INFORMATION SHOWN:
Start of Block

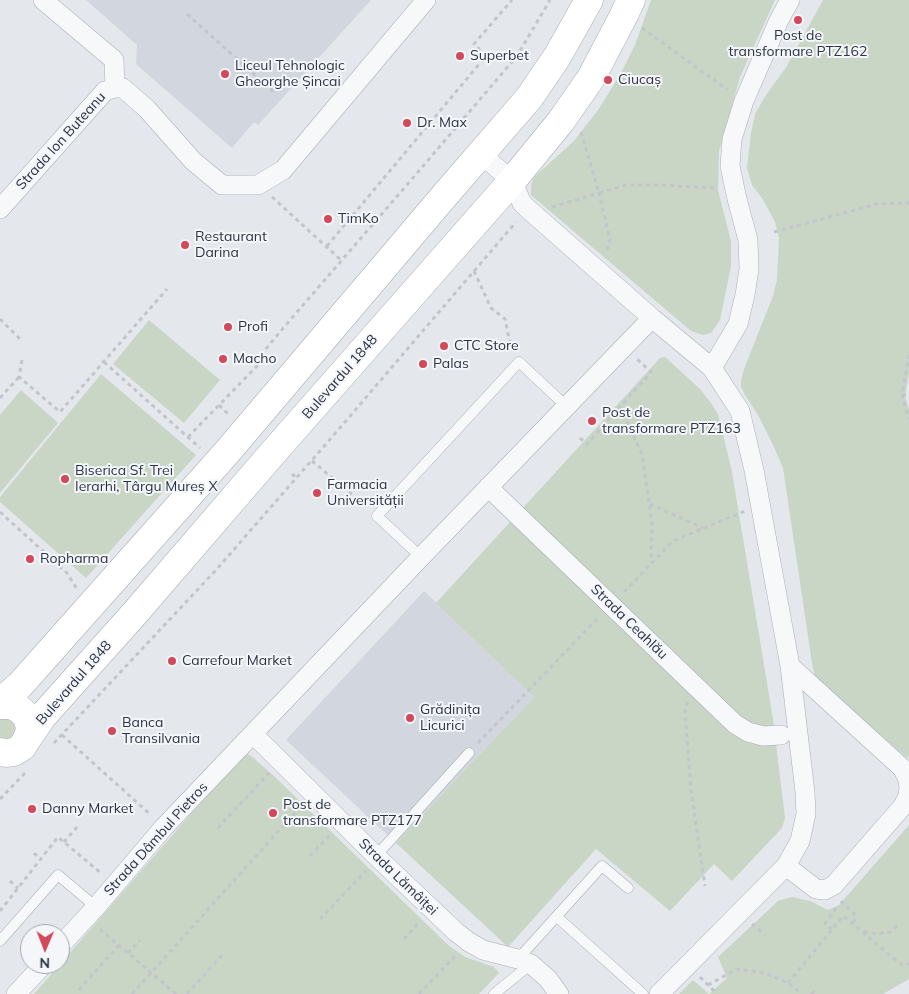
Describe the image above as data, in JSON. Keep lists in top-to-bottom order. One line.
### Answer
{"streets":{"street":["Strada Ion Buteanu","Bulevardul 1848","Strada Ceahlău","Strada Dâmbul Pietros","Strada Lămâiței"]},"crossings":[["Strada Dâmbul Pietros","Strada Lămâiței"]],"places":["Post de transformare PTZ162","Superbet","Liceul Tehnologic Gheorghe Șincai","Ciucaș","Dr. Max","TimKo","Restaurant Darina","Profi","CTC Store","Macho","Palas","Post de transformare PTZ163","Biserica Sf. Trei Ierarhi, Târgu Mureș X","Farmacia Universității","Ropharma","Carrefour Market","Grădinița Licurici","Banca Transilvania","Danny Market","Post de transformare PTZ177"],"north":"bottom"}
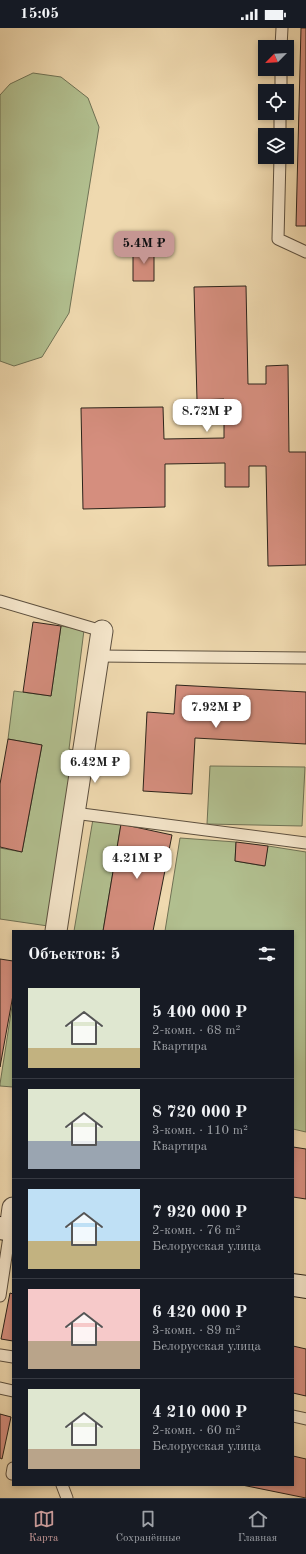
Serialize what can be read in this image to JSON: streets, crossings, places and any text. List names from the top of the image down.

End of Block

AIM OF THE TASK:
Look through the data and show every line containing "image".

ANSWER SECTION:
Describe the image above as data, in JSON. Keep lists in top-to-bottom order. One line.
Serialize what can be read in this image to JSON: streets, crossings, places and any text. List names from the top of the image down.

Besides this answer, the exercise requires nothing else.